Exercise prompt: List all lines of the data that include the string "Order".

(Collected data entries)
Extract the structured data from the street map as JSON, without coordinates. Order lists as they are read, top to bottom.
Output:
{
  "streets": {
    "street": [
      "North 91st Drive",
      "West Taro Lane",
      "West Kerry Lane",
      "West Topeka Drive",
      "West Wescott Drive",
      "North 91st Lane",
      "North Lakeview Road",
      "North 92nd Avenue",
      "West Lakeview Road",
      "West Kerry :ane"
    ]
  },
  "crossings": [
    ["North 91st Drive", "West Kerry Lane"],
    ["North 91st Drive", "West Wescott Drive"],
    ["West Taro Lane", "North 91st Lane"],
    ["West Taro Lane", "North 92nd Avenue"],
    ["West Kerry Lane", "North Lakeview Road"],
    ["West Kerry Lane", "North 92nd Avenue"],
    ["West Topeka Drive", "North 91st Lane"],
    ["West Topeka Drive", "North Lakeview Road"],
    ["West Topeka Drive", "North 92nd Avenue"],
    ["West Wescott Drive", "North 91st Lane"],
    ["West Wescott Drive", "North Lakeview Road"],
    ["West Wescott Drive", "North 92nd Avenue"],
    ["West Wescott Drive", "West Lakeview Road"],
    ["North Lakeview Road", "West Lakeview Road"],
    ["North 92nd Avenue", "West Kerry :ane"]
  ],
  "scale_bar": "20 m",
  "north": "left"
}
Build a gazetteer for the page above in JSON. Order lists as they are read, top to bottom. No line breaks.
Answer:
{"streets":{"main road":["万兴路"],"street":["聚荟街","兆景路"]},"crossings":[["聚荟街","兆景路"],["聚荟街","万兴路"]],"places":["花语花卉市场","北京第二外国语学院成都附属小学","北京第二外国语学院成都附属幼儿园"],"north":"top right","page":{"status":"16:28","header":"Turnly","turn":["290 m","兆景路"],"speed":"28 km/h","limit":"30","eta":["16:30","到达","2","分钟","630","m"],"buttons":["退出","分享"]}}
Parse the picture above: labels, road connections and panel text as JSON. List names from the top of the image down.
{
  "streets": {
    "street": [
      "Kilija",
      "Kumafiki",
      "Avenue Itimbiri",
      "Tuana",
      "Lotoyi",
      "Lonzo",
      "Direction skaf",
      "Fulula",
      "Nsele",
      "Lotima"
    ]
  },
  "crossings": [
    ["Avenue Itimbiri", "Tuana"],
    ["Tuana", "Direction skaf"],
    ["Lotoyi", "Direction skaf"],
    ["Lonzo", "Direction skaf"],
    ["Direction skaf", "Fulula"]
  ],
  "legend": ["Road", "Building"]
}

Problem solution:
Extract the structured data from the street map as JSON, without coordinates. Order lists as they are read, top to bottom.
Build a gazetteer for the page above in JSON. Order lists as they are read, top to bottom. No line breaks.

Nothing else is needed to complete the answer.